On 25 July 2014, the appellant applied to the Employment Tribunal that they reconsider their judgment. The application was based on the argument that the judgment was perverse, unfair, biased and not in the interests of justice and he challenged the conclusions reached by the Tribunal on factual issues and assessments of credibility. Judge Hall-Smith, in a ruling dated 22 September 2014, dismissed the application for reconsideration. In particular, he said that the allegations of bias by the Tribunal were outside the reconsideration process.

8.

The appellant then appealed to the Employment Appeal Tribunal on 1 August 2014. His grounds of appeal are based on the Tribunal's findings about factual issues rather than any error of law. That application was dismissed by His Honour Judge Serota QC on 28 November 2014 as the appellant's submissions disclosed no error of law on the part of the Employment Tribunal and there was no evidence of bias on the part of the Tribunal. Judge Serota also recorded that the appeal before him was totally devoid of merit.

9.

The position now is that Mr Otobor seeks permission to appeal to the Court of Appeal.
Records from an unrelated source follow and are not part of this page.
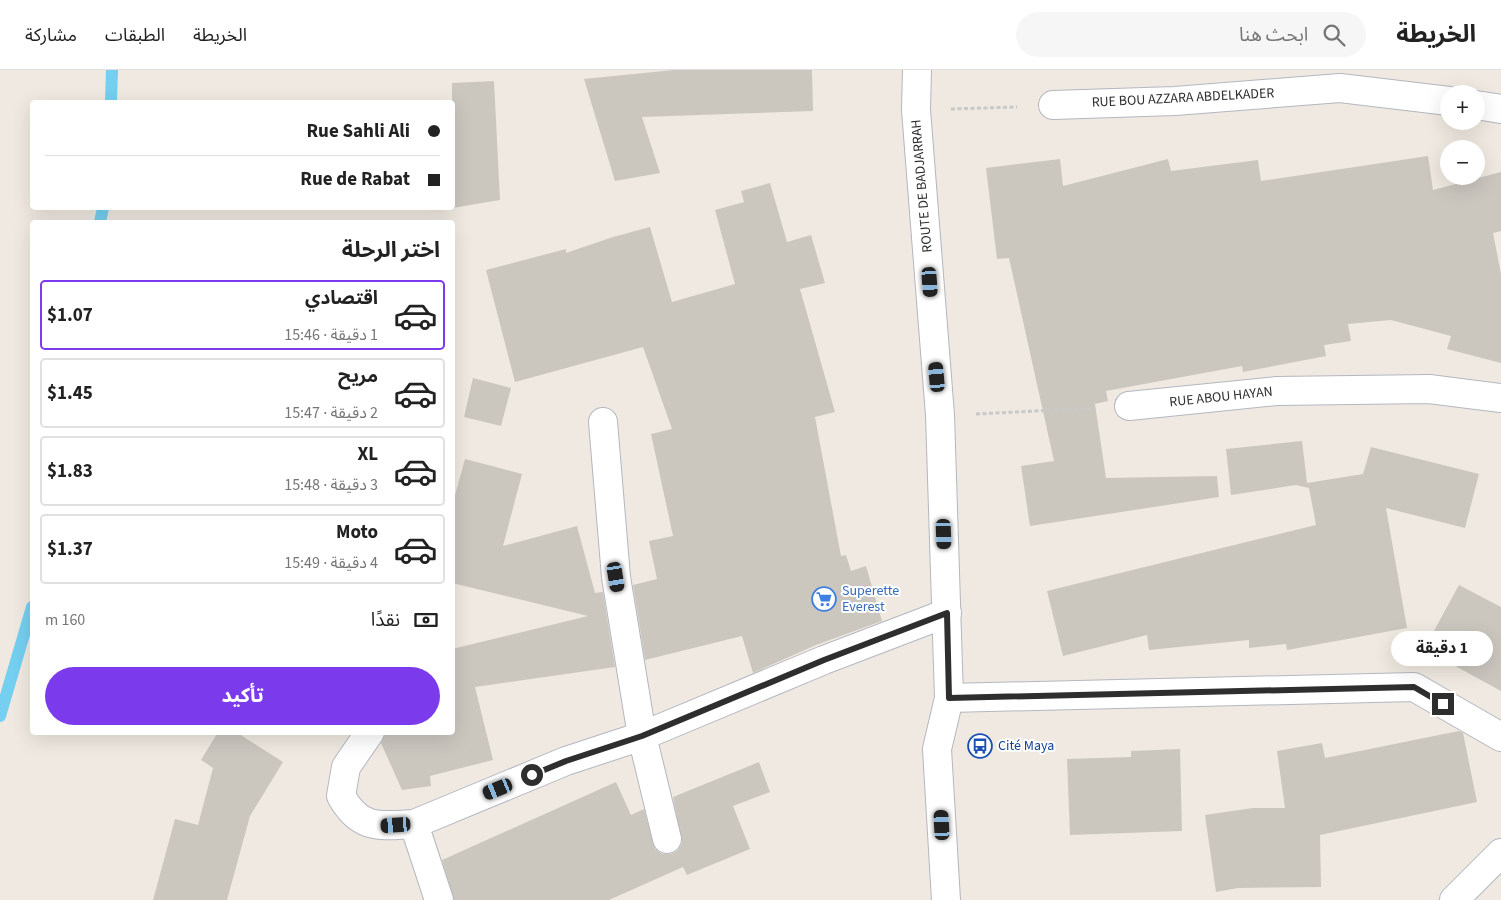 <!DOCTYPE html>
<html lang="ar">
<head>
<meta charset="utf-8">
<style>
	:root { --surface:#fff; --page:#f6f6f6; --text:#222; --muted:#767676; --line:#e0e0e0; --accent:#7c3aed }
	body { margin:0; font-family:"Source Sans 3","Noto Sans Arabic",sans-serif; background:var(--page); color:var(--text); direction:rtl; height:100vh; display:flex; flex-direction:column; font-size:19px; white-space:nowrap }
	* { box-sizing:border-box; margin:0 }
	p { font-size:16px; color:var(--muted) }
	.icon { flex:none; width:28px; height:28px; fill:none; stroke:currentColor; stroke-width:2; stroke-linecap:round; stroke-linejoin:round }
	.map { position:relative; flex:1; overflow:hidden; direction:ltr }
	.side { position:absolute; left:30px; top:150px; width:425px; height:515px; display:flex; flex-direction:column; background:var(--surface); border-radius:5px; box-shadow:0 5px 20px #0002; direction:rtl }
	.side>* { flex:none }
	.banner { position:absolute; left:30px; top:30px; width:425px; height:110px; border-radius:5px; box-shadow:0 5px 20px #0002; direction:rtl; display:grid; align-content:center; height:110px; padding:0 15px; background:var(--surface) }
	.tools { position:absolute; left:1440px; top:15px; display:grid; gap:10px }
	.tools a { display:grid; place-items:center; width:45px; height:45px; border-radius:50%; background:var(--surface); box-shadow:0 5px 20px #0002; font-size:25px }
	.end { position:absolute; width:22px; height:22px; margin:-11px; border:6px solid #2e2e2e; background:#fff; box-shadow:0 0 0 2px #fff }
	.from { border-radius:50% }
	.bubble { position:absolute; height:35px; border-radius:18px; background:var(--surface); box-shadow:0 5px 20px #0002; font-size:16px; font-weight:700; line-height:35px; text-align:center; direction:rtl }
	.car { position:absolute; width:15px; height:30px; margin:-15px -8px; border-radius:6px; box-shadow:0 0 4px 1px #0007; background:linear-gradient(#222 24%,#8ab4d8 0 40%,#222 0 76%,#8ab4d8 0 86%,#222 0) }
	.banner b { display:flex; align-items:center; gap:18px; height:48px; font-size:19px }
	.banner b+b { border-top:1px solid var(--line) }
	.banner i { width:12px; height:12px; background:var(--text) }
	ul { padding:0; list-style:none }
	li { display:flex; align-items:center; gap:15px; height:70px; margin:0 10px 8px; padding:0 5px; border:2px solid var(--line); border-radius:5px }
	li div { flex:1 }
	li b { display:block; font-size:19px }
	li em { font-style:normal; font-weight:700 }
	li.current { border-color:var(--accent) }
	li>.icon { width:45px; height:45px; stroke-width:1.5 }
	h2 { padding:0 15px; font-size:22px; line-height:60px }
	.pay { display:flex; align-items:center; gap:12px; height:55px; padding:0 15px; font-size:19px }
	.pay p { margin-inline-start:auto }
	.action { display:flex; gap:10px; margin-top:auto; padding:10px 15px }
	.action a { flex:1; height:58px; border-radius:30px; background:var(--accent); color:#fff; font-size:20px; font-weight:700; line-height:58px; text-align:center }
	header { display:flex; align-items:center; gap:30px; box-sizing:border-box; height:70px; padding:0 25px; background:var(--surface); border-bottom:1px solid var(--line) }
	header strong { font-size:24px }
	nav { display:flex; gap:28px; margin-inline-start:auto; font-size:18px }
	.search { width:350px; height:45px; background:var(--page); display:flex; align-items:center; gap:12px; box-sizing:border-box; padding:0 18px; border-radius:28px; color:var(--muted); font-size:19px }
	.map>svg:first-child { display:block }
	.lines { fill:none; stroke-linecap:round; stroke-linejoin:round }
	.stream { stroke:#75cff0; stroke-width:12 }
	.building { fill:#cbc7bf }
	.street-casing { stroke:#b4b7c1; stroke-width:30 }
	.secondary-casing { stroke:#b4b7c1; stroke-width:30 }
	.path { stroke:#c9c9c9; stroke-width:3; stroke-dasharray:4 2.5; stroke-linecap:butt }
	.street { stroke:#fff; stroke-width:28 }
	.secondary { stroke:#fff; stroke-width:28 }
	.route { stroke:#2e2e2e; stroke-width:6 }
	.labels { text-anchor:middle; dominant-baseline:central; stroke-width:4; stroke-linejoin:round; paint-order:stroke }
	.street-label { font-size:14px; fill:#2e2e2e; stroke:#fff }
	.shop-label { font-size:14px; fill:#366cbe; stroke:#fff; text-anchor:start }
	.transit-label { font-size:14px; fill:#164399; stroke:#fff; text-anchor:start }
</style>
</head>
<body>
<header>
<strong>الخريطة</strong>
<div class="search"><svg class="icon" aria-label="search" viewBox="0 0 24 24"><circle cx="10" cy="10" r="6"/><path d="M15 15l6 6"/></svg>ابحث هنا</div>
<nav><a>الخريطة</a><a>الطبقات</a><a>مشاركة</a></nav>
</header>
<div class="map">
<svg width="1501" height="830" viewBox="0 0 1501 830">
	<rect width="100%" height="100%" fill="#efe9e1"/>
	<g class="lines">
		<!-- stream -->
		<path class="stream" d="M111,32L112,0
			M100,152L103,138
			M0,646L32,537"/>
	</g>
	<!-- building -->
	<path class="building" d="M674,0H812L813,41L642,47L660,103L615,111L584,9Z
		M494,11L500,130L452,138V13Z
		M1428,86L1433,120L1501,102V161L1493,163L1501,204V293L1447,279L1451,266L1391,250L1348,254L1351,271L1324,275L1326,286L1243,302L1242,296L1106,321L1108,331L1095,334L1106,408L1217,406L1219,427L1030,456L1021,396L1054,391L1009,188L997,189L986,98L1060,89L1063,116L1168,89L1171,101L1258,90L1261,111Z
		M770,113L787,172L811,165L825,213L800,219L835,342L815,347L841,486L846,485L851,501L866,496L882,551L816,575L753,603L742,566L645,590L633,515L657,509L649,471L673,466L651,364L672,359L643,277L515,312L486,200L566,179V183L613,167L650,157L672,232L735,214L715,140L744,132L741,121Z
		M473,308L511,318L501,356L464,347Z
		M1302,371L1307,413L1363,404L1371,377L1479,404L1465,458L1386,438L1407,558L1287,580L1286,574L1249,578V570L1149,580L1147,565L1063,586L1047,521L1316,455L1309,418L1296,415L1231,425L1226,379Z
		M465,389L522,404L503,476L577,456L595,523L603,522L615,597L475,617L493,690L430,706L431,716L402,720L381,673L386,662H452V579L588,546L452,513V436Z
		M1459,515L1501,537V621L1424,579Z
		M1459,661L1463,663L1477,732L1320,765L1321,817L1238,818L1216,822L1205,745L1253,738H1285L1277,681L1322,673L1325,688Z
		M218,662H236L283,692L250,746L227,830H153L175,749L198,755L213,698L201,690Z
		M1180,679L1182,761L1070,765L1067,689L1131,687V681Z
		M759,692L770,722L733,736L750,779L687,805L683,797L609,830H454L442,790L616,712L631,745L644,739L655,779L662,784H671L678,780L682,773L673,727Z"/>
	<g class="lines">
		<!-- street casing -->
		<g class="street-casing">
			<path id="street" d="M1053,35L1175,31L1340,18L1449,31
				M1476,35L1501,39
				M1129,336L1277,321L1429,319L1501,328
				M603,352L616,507L642,666L667,769
				M949,628L1414,617L1501,667
				M370,662L346,697L341,726C360,760 379,756 414,754
				M439,830L414,754L566,691L642,666L824,590L947,543
				M1454,830L1501,783"/>
		</g>
		<!-- secondary casing -->
		<g class="secondary-casing">
			<path id="secondary" d="M917,0L916,40L940,345L949,628L937,679L946,830"/>
		</g>
		<!-- path -->
		<path class="path" d="M951,39L1017,37
			M976,344L1095,338"/>
		<!-- street -->
		<use href="#street" class="street"/>
		<!-- secondary -->
		<use href="#secondary" class="secondary"/>
	</g>
	<g class="lines">
		<!-- route -->
		<path class="route" d="M532,705L566,691L642,666L824,590L947,543L949,628L1414,617L1443,634"/>
	</g>
	<!-- icons -->
	<defs>
		<g id="supermarket-ring" transform="scale(1.25)"><circle r="9.5" fill="#fff" stroke="#3f7fe0" stroke-width="1.5"/><path d="M-6-5.5h2.5l.6 2H6L4.5 2H-2.5L-4.4-4H-6ZM-1.5 3.2a1.3 1.3 0 1 0 .1 0ZM3 3.2a1.3 1.3 0 1 0 .1 0Z" fill="#3f7fe0"/></g>
		<g id="bus-ring" transform="scale(1.25)"><circle r="9.5" fill="#fff" stroke="#1a4fb4" stroke-width="1.5"/><path d="M-5-6H5V4H4V6H2V4H-2V6H-4V4H-5ZM-3.5-4V0h7V-4ZM-3.5 1.2v1.5H-2V1.2ZM2 1.2v1.5H3.5V1.2Z" fill="#1a4fb4"/></g>
	</defs>
	<g fill-rule="evenodd">
		<use href="#supermarket-ring" x="824" y="529"/>
		<use href="#bus-ring" x="980" y="676"/>
	</g>
	<g class="labels">
		<!-- street labels -->
		<g class="street-label">
			<text transform="translate(1183 28) rotate(-3)">RUE BOU AZZARA ABDELKADER</text>
			<text transform="translate(922 116) rotate(-95)">ROUTE DE BADJARRAH</text>
			<text transform="translate(1221 327) rotate(-6)">RUE ABOU HAYAN</text>
		</g>
		<!-- shop labels -->
		<g class="shop-label">
			<text x="842" y="521">Superette<tspan x="842" dy="16">Everest</tspan></text>
		</g>
		<!-- transit labels -->
		<g class="transit-label">
			<text x="998" y="676">Cité Maya</text>
		</g>
	</g>
</svg>
<div class="tools">
<a>+</a>
<a>−</a>
</div>
<i class="end from" style="left:532px;top:705px"></i>
<i class="end" style="left:1443px;top:634px"></i>
<div class="bubble" style="left:1391px;top:561px;width:102px">1 دقيقة</div>
<i class="car" style="left:930px;top:212px;rotate:176deg"></i>
<i class="car" style="left:937px;top:307px;rotate:355deg"></i>
<i class="car" style="left:944px;top:464px;rotate:178deg"></i>
<i class="car" style="left:616px;top:507px;rotate:171deg"></i>
<i class="car" style="left:498px;top:719px;rotate:248deg"></i>
<i class="car" style="left:396px;top:755px;rotate:266deg"></i>
<i class="car" style="left:942px;top:755px;rotate:357deg"></i>
<div class="banner">
<b><i class="from"></i>Rue Sahli Ali</b>
<b><i></i>Rue de Rabat</b>
</div>
<section class="side">
<h2>اختر الرحلة</h2>
<ul>
<li class="current"><svg class="icon" aria-label="car" viewBox="0 0 24 24"><path d="M5 17H2v-5l4-1 3-4h7l3 4 3 1v5h-3M9 17h6M6 11h13"/><circle cx="7" cy="17" r="2"/><circle cx="17" cy="17" r="2"/></svg><div><b>اقتصادي</b><p>1 دقيقة · 15:46</p></div><em>$1.07</em></li>
<li><svg class="icon" aria-label="car" viewBox="0 0 24 24"><path d="M5 17H2v-5l4-1 3-4h7l3 4 3 1v5h-3M9 17h6M6 11h13"/><circle cx="7" cy="17" r="2"/><circle cx="17" cy="17" r="2"/></svg><div><b>مريح</b><p>2 دقيقة · 15:47</p></div><em>$1.45</em></li>
<li><svg class="icon" aria-label="car" viewBox="0 0 24 24"><path d="M5 17H2v-5l4-1 3-4h7l3 4 3 1v5h-3M9 17h6M6 11h13"/><circle cx="7" cy="17" r="2"/><circle cx="17" cy="17" r="2"/></svg><div><b>XL</b><p>3 دقيقة · 15:48</p></div><em>$1.83</em></li>
<li><svg class="icon" aria-label="car" viewBox="0 0 24 24"><path d="M5 17H2v-5l4-1 3-4h7l3 4 3 1v5h-3M9 17h6M6 11h13"/><circle cx="7" cy="17" r="2"/><circle cx="17" cy="17" r="2"/></svg><div><b>Moto</b><p>4 دقيقة · 15:49</p></div><em>$1.37</em></li>
</ul>
<div class="pay"><svg class="icon" aria-label="cash" viewBox="0 0 24 24"><path d="M3 7h18v10H3z"/><circle cx="12" cy="12" r="2"/></svg>نقدًا<p>160 m</p></div>
<div class="action"><a>تأكيد</a></div>
</section>
</div>
</body>
</html>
He has lodged grounds of appeal. The grounds of appeal may be summarised as follows. First, that Judge Serota was wrong as he failed to address cogent reasons with irrefutable evidence supporting the appeal and did not address misrepresentations made by the respondent before the Employment Tribunal and the fact that the witnesses had committed perjury. Secondly, that Judge Serota failed to consider that the respondents had already conceded to the EAT that they had discriminated against him. Thirdly, the judge failed to read the notice of appeal, accompanying documents or the Employment Tribunal judgment review reasons. Fourthly, that the appellant had been advised in the judgment of the Employment Tribunal on review that the serious issues raised were matters for an appeal process rather than through reconsideration but that Judge Serota did not address those issues.

10.

That application to the Court of Appeal was considered on the papers by Dame Janet Smith. That application is now renewed and in a further written submission in support of the application Mr Otobor further submits that the findings of fact were based on perjured evidence by all of the respondents at the hearing and that Judge Serota and Dame Janet Smith were determined to suppress the truth and had pre-determined issues against him.

11.

I find it impossible to identify an error of law on the part of the Employment Tribunal on the basis of the submissions made by the applicant. The applicant did not point to anything in particular which would suggest bias on the part of the Employment Tribunal. His appeal is essentially a challenge to factual findings made by the Tribunal which gave rise to the dismissal of his race discrimination claim. This is no more than an attempt to re-argue the entire case.

12.

The Employment Appeal Tribunal was clearly correct in dismissing the appeal. The Employment Appeal Tribunal only has jurisdiction to hear appeals from the Employment Tribunal on questions of law. It is not its function to re-hear the facts. Mr Otobor has not been able to identify an error of law as the basis of a ground which would have a reasonable prospect of success on appeal. I should refer to two matter in particular. First, while the Employment Tribunal Judge, Judge Hall-Smith, was correct to say that the complaints Mr Otobor made about the original decision of the Employment Tribunal were matters for an appeal as opposed to consideration, the grounds which were subsequently advanced did not particularise the complaints and did not disclose any arguable grounds of appeal. Secondly, the respondents had not conceded that they had discriminated against the applicant; they had conceded no more than that there were issues to be tried by the Employment Tribunal.

13.

Notwithstanding the submissions which Mr Otobor has made very economically before me this afternoon, the appeal would have no real prospect of success and I refuse leave to appeal.